(159d) New Tools for the Conceptual Design of Heterogeneous Reactive Distillation Columns | AIChE

(159d) New Tools for the Conceptual Design of Heterogeneous Reactive Distillation Columns


Gomez Garcia, M. A. - Presenter, National University of Colombia
Rodriguez Niño, G. - Presenter, UNIVERSIDAD NACIONAL DE COLOMBIA-Sede Bogotá
Sanchez Correa, C. A. - Presenter, UNIVERSIDAD NACIONAL DE COLOMBIA-Sede Bogotá

From a general point of view, the design of a distillation column can be performed using three different models: a. equilibrium (phases and chemical); b. only phase equilibrium (kinetics controls); and c. non-equilibrium (e.g., using Maxwell-Stephan equations). Those three models involve in different ways the mass transfer and/or the reaction rate resistances. Moreover, during the earlier stages of column design, it is useful to consider the following progressive steps: 1. the application of shortcut methods and equilibrium for the basic design; 2. the determination of the reaction volume distribution or residence time, applying a kinetic based model; and 3. the consideration of the hardware requirements for the distillation column (e.g.: column diameter, tray spacing, etc.), using a non-equilibrium model. Every step in the progression gives the estimate values for the next one. In the case of a heterogeneous distillation column, the design procedure is more complex. It includes the verification of the separability (the determination if the proposed separation is possible); the assurance of the minimum energy consumption (minimum reflux as a function of the heterogeneous stages); the location of the reaction zone and the feed stage(s); and the calculation of the theoretical stage number for a given feed and reflux (higher than the minimum) [1,2]. The application of transformed coordinates, proposed by Ung & Doherty [3,4], to the equilibrium model can be useful for the determination of the parameters presented above.

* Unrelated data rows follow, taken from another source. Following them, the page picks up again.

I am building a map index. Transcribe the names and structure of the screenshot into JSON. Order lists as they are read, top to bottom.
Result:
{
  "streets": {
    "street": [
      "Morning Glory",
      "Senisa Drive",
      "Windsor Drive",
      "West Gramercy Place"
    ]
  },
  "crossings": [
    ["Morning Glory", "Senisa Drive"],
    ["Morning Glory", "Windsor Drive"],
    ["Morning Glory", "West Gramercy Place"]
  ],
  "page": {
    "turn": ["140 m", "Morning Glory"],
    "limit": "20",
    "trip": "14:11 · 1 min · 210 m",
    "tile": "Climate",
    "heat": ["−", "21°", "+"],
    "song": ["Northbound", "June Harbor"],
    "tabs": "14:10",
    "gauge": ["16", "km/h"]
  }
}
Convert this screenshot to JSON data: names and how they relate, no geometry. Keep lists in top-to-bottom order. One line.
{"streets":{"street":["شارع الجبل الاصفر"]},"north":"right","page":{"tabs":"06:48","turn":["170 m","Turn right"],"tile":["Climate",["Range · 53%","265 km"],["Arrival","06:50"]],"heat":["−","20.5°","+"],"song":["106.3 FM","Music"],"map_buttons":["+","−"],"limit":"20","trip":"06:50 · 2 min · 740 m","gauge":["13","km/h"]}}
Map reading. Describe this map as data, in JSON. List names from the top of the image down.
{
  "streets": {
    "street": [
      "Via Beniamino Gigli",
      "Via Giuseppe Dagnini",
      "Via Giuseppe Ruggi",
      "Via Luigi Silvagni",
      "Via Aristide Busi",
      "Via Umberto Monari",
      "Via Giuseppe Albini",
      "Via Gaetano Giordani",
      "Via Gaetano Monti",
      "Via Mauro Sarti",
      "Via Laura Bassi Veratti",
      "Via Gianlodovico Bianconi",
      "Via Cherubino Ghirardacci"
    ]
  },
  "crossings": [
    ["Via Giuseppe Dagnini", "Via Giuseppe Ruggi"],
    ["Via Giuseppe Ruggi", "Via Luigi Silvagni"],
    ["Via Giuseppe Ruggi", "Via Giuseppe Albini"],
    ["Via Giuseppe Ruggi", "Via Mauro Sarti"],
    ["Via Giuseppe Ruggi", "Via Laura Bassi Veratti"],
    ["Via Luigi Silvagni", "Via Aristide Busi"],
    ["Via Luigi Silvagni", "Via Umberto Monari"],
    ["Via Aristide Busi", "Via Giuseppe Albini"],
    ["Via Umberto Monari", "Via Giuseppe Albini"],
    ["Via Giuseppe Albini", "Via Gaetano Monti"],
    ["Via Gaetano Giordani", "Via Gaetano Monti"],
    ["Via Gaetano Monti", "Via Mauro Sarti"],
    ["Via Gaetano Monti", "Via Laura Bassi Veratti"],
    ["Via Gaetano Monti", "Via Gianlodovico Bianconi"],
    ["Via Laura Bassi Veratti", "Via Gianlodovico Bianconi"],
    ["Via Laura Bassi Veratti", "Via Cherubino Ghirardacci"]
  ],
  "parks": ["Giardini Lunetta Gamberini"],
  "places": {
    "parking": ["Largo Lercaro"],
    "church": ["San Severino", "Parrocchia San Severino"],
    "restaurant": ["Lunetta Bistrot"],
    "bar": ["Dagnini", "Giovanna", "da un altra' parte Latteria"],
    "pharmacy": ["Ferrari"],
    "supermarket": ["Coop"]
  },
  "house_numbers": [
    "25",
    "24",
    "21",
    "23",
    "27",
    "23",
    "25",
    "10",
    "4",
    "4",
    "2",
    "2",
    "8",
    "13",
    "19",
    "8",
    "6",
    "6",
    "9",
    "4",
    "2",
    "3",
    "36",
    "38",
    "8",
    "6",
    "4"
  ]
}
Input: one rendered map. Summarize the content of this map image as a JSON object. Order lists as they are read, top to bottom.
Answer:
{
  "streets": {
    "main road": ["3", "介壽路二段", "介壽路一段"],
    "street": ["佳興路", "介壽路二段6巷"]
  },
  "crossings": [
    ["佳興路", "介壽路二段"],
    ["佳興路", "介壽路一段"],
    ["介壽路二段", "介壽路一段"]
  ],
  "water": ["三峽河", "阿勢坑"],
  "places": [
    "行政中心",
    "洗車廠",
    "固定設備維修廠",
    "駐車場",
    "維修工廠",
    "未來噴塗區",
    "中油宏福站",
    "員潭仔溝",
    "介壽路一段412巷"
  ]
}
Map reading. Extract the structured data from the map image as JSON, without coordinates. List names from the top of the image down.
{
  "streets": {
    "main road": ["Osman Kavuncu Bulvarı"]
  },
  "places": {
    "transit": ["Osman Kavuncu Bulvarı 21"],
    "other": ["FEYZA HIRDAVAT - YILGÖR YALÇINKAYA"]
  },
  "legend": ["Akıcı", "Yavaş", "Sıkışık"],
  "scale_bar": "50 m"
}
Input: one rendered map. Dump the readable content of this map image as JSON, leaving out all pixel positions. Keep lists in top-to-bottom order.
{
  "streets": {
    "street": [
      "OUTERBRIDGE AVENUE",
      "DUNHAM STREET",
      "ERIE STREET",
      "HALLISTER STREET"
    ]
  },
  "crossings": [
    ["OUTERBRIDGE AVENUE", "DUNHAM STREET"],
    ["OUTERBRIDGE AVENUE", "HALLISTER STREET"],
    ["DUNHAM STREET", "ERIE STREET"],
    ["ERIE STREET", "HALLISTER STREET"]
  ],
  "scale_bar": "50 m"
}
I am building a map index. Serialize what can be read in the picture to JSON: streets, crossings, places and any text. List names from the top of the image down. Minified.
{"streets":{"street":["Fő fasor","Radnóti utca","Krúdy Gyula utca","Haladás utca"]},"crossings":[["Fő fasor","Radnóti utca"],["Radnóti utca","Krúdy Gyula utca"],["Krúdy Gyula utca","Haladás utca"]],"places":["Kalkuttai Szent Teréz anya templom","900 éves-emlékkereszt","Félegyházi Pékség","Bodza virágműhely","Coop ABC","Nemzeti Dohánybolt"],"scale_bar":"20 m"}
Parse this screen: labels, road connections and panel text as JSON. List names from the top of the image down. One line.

In this work, some new numerical tools for the conceptual design of heterogeneous reactive distillation columns are presented. They are based on continuation techniques for calculating, among others, the reactive pinch point branches and the reactive binodal. Those elements can also be represented in the transformed coordinate diagram. In the case of hybrid reactive distillation columns, it is possible to use the concepts of conventional methods for non-reactive mixtures in conjunction with the new tools developed in this work. The three main contributions of this work to the shortcut methods for heterogeneous distillation column are: 1. The proposition of a new method for constructing reactive binodals; 2. The proposition of a general technique to establish all pinch point and their loci as well as distillation trajectories; and 3. The possibility of using the reactive operation leaf to specify the separation possibilities. The algorithm is applied to conceptual design of technological schemas for two esterification reactions: acetic acid with n-amyl alcohol, and acetic acid with isoamyl alcohol. Due to the marked differences in the pressure sensitivity of the azeotropes of those two reactive mixtures, the separation possibilities by reactive distillation could be different even at the same reaction conditions


 [1]. Felbad, N.; Hildebrandt, D, and Glasser, D. “A new method of locating all pinch points in nonideal distillation systems, and its application to pinch point loci and distillation boundaries”. Computers and Chemical Engineering, 2010, article in press, available on line in www.ScienceDirect

[2]. Lucia, A.; Amale, A. and Taylor, R. “Distillation pinch points and more”. Computers & Chemical Engineering, vol. 32, 2008, pp. 1342-1364.

[3]. Ung, S. and Doherty, M. F. “Vapor-Liquid Phase Equilibrium in Systems with Multiple Chemical Reactions”. Chemical Engineering Science, Vol. 50, 1995, pp. 23-48.

[4]. Wasylkiewicz, S. K. and Ung, S. “Global Phase Stability Analysis for Heterogeneous Reactive Mixtures and Calculation of Reactive Liquid – Liquid and Vapor – Liquid – Liquid Equilibria”. Fluid Phase Equilibria, vol. 175, 2000, pp. 253-272.